Look for the word "nowrap" in the records, and copy each line where it appears.

*** Records to process ***

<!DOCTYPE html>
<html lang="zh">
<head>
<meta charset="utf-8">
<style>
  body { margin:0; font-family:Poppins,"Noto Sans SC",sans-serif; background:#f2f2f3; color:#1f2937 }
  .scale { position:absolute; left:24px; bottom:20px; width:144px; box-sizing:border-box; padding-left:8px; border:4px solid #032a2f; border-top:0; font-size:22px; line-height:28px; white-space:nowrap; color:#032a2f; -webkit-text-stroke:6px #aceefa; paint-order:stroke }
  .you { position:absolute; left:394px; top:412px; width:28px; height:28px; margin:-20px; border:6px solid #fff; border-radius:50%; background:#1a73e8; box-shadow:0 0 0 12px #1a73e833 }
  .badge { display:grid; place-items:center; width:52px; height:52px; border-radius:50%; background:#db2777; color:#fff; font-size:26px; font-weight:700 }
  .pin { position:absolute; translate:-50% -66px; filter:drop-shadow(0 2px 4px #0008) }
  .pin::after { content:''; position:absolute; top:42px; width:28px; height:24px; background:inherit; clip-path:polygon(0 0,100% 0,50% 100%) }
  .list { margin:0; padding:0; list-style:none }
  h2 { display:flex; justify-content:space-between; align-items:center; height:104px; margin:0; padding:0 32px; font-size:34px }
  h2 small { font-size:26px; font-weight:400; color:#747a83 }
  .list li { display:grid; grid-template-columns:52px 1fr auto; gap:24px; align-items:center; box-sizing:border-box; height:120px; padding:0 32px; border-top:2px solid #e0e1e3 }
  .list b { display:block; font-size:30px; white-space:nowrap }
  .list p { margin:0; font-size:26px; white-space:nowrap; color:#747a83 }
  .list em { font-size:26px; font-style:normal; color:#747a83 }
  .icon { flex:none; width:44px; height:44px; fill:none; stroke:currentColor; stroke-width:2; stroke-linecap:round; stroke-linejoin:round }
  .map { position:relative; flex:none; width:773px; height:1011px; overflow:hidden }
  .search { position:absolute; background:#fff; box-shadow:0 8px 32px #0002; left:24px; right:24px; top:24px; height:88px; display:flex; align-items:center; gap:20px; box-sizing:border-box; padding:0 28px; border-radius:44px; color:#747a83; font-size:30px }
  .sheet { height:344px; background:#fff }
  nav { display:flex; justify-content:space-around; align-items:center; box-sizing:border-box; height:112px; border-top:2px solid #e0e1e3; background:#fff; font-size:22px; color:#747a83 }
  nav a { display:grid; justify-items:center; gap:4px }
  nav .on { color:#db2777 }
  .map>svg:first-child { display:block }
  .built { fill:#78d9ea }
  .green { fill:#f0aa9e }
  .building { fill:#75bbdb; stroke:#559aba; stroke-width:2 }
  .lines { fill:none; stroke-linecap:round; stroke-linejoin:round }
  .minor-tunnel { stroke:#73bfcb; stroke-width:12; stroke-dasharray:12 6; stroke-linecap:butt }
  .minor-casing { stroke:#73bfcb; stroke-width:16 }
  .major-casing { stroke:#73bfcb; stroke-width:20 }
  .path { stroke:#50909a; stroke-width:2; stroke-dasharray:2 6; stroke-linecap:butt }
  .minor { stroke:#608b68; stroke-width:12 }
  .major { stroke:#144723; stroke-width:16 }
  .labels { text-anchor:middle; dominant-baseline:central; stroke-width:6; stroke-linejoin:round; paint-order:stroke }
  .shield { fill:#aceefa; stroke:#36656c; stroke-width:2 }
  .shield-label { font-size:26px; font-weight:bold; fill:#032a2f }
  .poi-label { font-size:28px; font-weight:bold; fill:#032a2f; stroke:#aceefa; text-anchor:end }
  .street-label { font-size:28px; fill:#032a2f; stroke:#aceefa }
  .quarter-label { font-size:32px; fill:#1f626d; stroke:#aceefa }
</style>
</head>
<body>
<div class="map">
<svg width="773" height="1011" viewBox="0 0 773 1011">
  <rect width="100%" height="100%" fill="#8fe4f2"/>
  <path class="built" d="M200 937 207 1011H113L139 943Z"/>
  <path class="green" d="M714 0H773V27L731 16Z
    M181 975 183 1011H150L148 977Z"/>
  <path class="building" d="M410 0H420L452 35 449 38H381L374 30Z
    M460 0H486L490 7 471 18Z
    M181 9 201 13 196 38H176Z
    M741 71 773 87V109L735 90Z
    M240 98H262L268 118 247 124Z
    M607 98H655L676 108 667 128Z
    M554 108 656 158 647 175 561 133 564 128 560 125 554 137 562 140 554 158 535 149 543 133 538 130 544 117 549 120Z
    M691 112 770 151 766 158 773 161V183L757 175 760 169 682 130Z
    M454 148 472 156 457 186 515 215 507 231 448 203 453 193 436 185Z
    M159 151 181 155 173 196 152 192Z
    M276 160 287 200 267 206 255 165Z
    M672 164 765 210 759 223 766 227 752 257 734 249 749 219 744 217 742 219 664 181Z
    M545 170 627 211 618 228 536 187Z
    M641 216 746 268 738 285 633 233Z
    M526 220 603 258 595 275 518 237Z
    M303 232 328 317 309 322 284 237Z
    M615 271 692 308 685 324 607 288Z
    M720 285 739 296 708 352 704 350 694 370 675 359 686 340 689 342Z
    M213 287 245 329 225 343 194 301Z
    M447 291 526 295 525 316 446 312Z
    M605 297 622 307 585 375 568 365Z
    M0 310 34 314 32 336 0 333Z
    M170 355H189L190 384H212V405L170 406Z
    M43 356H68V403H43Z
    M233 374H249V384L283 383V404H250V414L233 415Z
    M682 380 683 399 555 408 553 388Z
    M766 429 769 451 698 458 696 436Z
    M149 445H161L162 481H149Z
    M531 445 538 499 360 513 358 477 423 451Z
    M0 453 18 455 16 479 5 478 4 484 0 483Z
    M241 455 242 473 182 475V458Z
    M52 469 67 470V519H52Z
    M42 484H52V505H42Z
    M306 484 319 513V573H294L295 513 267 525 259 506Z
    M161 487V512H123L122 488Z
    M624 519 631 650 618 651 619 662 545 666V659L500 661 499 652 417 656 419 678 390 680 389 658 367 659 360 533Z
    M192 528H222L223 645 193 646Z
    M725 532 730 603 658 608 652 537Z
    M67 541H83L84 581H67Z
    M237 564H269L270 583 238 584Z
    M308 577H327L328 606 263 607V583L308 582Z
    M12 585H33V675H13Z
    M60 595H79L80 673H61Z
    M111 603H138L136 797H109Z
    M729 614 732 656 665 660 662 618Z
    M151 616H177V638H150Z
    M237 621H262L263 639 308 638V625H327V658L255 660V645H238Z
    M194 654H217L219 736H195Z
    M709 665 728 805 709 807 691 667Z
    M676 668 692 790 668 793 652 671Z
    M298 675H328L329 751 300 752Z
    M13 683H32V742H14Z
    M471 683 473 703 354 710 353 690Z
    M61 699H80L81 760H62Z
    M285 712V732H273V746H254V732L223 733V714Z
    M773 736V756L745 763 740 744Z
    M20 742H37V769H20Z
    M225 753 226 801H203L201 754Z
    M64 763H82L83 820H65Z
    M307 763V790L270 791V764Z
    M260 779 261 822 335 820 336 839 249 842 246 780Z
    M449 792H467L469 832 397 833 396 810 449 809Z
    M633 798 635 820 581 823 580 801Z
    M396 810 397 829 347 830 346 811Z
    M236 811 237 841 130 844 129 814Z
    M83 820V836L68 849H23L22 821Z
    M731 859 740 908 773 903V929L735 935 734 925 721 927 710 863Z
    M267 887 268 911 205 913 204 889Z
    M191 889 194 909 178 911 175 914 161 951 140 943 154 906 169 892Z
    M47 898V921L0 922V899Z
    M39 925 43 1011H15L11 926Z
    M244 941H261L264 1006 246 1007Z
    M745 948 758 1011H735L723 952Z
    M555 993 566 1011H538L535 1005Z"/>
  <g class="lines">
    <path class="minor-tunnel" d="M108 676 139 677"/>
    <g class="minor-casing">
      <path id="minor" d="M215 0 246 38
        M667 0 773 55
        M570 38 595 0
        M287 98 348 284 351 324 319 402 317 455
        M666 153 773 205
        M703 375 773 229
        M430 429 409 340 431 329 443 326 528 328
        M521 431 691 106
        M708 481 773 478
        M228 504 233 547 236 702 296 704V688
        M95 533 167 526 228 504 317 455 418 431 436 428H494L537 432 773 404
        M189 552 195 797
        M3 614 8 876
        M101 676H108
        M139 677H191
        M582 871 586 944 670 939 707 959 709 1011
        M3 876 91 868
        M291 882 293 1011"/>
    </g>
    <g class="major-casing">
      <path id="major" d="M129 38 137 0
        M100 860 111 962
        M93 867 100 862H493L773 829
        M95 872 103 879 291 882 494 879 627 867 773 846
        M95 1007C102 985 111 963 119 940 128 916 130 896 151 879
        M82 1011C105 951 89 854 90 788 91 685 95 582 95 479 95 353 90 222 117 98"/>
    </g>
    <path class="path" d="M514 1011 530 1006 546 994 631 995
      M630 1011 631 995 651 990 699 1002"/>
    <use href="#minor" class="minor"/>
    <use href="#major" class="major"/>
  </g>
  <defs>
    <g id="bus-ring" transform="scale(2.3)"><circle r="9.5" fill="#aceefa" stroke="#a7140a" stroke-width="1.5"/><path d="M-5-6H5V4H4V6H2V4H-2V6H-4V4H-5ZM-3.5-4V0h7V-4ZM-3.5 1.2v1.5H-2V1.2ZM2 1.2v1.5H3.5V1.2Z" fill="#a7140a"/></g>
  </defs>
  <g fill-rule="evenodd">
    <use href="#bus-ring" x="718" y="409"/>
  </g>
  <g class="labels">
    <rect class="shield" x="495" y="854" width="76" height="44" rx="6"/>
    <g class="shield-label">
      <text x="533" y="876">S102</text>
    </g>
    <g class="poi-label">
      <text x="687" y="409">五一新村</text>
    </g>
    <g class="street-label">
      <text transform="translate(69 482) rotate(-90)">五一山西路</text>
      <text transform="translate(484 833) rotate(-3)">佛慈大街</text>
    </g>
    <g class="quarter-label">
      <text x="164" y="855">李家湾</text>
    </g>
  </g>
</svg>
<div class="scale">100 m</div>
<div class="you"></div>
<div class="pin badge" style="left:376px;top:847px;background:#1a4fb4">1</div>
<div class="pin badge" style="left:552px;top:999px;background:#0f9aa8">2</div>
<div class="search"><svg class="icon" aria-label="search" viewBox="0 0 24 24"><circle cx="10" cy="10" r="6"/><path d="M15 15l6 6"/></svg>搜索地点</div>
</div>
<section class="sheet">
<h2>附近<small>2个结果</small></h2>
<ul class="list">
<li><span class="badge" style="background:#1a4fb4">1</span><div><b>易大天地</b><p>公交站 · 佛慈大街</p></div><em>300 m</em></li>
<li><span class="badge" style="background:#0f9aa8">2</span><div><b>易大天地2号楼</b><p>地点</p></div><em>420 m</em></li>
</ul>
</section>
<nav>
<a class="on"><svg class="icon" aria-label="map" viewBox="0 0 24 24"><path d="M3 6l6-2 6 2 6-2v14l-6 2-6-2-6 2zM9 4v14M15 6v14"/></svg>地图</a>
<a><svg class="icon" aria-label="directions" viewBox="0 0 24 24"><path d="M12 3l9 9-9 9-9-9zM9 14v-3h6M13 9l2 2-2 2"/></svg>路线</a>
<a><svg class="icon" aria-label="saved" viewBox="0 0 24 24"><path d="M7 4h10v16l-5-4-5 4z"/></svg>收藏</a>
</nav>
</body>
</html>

*** End of Records to process ***

• [Task response]:
  .scale { position:absolute; left:24px; bottom:20px; width:144px; box-sizing:border-box; padding-left:8px; border:4px solid #032a2f; border-top:0; font-size:22px; line-height:28px; white-space:nowrap; color:#032a2f; -webkit-text-stroke:6px #aceefa; paint-order:stroke }
  .list b { display:block; font-size:30px; white-space:nowrap }
  .list p { margin:0; font-size:26px; white-space:nowrap; color:#747a83 }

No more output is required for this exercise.